EXERCISE OBJECTIVE
Your task is to find every line in the records that holds the string "names" and copy it.

------------------------------------------------------------

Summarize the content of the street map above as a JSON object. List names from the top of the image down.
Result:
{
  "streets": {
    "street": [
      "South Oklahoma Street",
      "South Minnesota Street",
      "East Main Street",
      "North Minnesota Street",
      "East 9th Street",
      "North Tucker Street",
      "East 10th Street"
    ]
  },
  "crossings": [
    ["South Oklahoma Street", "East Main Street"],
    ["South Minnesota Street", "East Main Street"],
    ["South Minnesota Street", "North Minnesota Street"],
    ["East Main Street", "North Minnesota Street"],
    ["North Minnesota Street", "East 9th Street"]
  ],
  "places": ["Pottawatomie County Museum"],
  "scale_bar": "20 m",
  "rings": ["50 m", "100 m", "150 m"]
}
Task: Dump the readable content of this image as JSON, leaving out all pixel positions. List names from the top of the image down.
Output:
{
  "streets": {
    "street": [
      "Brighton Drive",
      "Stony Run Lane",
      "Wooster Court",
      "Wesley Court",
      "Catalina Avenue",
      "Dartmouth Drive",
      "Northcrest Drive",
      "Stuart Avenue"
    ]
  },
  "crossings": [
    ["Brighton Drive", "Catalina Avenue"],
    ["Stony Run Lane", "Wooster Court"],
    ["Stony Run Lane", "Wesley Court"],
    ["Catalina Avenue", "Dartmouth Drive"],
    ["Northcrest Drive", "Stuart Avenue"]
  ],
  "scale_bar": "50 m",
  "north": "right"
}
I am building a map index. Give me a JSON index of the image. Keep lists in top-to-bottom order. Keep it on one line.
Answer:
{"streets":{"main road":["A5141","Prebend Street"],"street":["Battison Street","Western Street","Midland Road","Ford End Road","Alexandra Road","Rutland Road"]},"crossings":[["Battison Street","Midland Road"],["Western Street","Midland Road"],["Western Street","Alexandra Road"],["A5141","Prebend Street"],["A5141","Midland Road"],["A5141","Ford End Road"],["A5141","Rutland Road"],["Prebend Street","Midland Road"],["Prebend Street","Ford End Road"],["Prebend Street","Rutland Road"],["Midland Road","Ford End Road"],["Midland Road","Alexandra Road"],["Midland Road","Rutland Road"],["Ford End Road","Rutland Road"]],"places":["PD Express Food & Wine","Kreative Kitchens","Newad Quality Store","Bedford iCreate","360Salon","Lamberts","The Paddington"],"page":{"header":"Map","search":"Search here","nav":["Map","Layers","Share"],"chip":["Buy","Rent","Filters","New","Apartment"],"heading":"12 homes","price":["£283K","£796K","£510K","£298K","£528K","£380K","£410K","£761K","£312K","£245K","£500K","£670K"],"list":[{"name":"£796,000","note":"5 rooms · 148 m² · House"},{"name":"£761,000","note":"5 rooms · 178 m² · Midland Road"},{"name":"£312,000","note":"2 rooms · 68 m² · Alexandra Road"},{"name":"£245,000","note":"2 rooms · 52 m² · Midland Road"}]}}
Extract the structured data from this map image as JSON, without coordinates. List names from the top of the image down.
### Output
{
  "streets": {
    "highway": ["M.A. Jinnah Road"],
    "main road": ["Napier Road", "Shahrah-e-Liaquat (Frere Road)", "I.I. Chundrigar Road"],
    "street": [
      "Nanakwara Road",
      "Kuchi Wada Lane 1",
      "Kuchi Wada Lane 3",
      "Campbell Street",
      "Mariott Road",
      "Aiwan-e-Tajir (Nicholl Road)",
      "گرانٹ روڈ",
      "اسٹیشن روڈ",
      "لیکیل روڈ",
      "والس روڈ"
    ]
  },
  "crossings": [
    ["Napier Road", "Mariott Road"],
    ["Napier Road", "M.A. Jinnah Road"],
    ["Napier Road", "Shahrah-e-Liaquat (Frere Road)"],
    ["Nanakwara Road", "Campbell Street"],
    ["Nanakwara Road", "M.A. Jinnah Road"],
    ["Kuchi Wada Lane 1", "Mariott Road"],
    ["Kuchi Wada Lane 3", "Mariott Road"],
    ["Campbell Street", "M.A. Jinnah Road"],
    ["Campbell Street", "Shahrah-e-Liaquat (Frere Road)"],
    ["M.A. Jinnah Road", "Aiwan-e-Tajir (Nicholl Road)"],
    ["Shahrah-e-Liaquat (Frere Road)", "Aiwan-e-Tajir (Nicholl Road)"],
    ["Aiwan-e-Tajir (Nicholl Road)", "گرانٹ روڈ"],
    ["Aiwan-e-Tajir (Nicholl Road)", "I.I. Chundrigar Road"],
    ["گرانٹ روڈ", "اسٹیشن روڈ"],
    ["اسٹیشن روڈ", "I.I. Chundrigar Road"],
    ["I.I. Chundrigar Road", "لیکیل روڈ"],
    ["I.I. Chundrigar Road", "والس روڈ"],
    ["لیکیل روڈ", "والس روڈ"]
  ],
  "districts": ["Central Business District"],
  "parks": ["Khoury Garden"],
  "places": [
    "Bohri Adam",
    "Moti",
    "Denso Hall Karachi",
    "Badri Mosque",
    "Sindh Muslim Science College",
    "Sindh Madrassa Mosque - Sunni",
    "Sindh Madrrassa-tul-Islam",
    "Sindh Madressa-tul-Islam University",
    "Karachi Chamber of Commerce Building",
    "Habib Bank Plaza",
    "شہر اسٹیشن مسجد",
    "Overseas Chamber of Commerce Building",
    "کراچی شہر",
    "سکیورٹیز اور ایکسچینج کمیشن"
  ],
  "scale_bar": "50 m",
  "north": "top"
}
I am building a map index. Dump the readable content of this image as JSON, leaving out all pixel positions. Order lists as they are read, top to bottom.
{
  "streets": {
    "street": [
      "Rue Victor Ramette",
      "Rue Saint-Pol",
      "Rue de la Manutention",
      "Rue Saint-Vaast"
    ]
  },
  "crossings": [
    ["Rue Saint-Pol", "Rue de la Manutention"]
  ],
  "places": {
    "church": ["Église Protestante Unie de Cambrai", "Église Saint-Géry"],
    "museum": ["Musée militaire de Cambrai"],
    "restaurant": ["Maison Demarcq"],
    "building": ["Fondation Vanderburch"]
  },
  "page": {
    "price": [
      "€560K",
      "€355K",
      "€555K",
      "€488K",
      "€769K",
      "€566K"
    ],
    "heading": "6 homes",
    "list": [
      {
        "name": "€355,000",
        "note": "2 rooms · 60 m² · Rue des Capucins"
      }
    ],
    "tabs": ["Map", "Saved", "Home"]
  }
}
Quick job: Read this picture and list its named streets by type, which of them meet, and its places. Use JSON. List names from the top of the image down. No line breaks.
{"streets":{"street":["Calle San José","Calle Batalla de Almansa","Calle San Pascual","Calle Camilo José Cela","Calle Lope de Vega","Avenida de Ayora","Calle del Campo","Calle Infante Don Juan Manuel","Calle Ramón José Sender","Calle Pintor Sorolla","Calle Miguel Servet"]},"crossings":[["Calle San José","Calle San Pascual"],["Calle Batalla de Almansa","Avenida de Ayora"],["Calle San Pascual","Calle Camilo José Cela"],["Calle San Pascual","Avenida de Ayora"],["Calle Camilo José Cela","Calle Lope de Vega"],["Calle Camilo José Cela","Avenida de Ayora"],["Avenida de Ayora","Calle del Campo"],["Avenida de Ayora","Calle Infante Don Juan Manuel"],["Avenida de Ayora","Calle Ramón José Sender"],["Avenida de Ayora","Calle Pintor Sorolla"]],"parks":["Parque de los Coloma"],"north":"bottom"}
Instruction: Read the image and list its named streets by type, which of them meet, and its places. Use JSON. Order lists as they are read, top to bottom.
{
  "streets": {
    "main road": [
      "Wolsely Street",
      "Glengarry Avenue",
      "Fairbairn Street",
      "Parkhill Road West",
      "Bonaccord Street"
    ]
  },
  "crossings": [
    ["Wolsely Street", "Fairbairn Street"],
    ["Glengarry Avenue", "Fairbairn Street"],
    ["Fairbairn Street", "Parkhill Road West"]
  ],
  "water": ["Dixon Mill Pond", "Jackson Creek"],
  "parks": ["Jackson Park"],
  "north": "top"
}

------------------------------------------------------------

RESPONSE BOX
Summarize the content of the street map above as a JSON object. List names from the top of the image down.
Task: Dump the readable content of this image as JSON, leaving out all pixel positions. List names from the top of the image down.
Extract the structured data from this map image as JSON, without coordinates. List names from the top of the image down.
Quick job: Read this picture and list its named streets by type, which of them meet, and its places. Use JSON. List names from the top of the image down. No line breaks.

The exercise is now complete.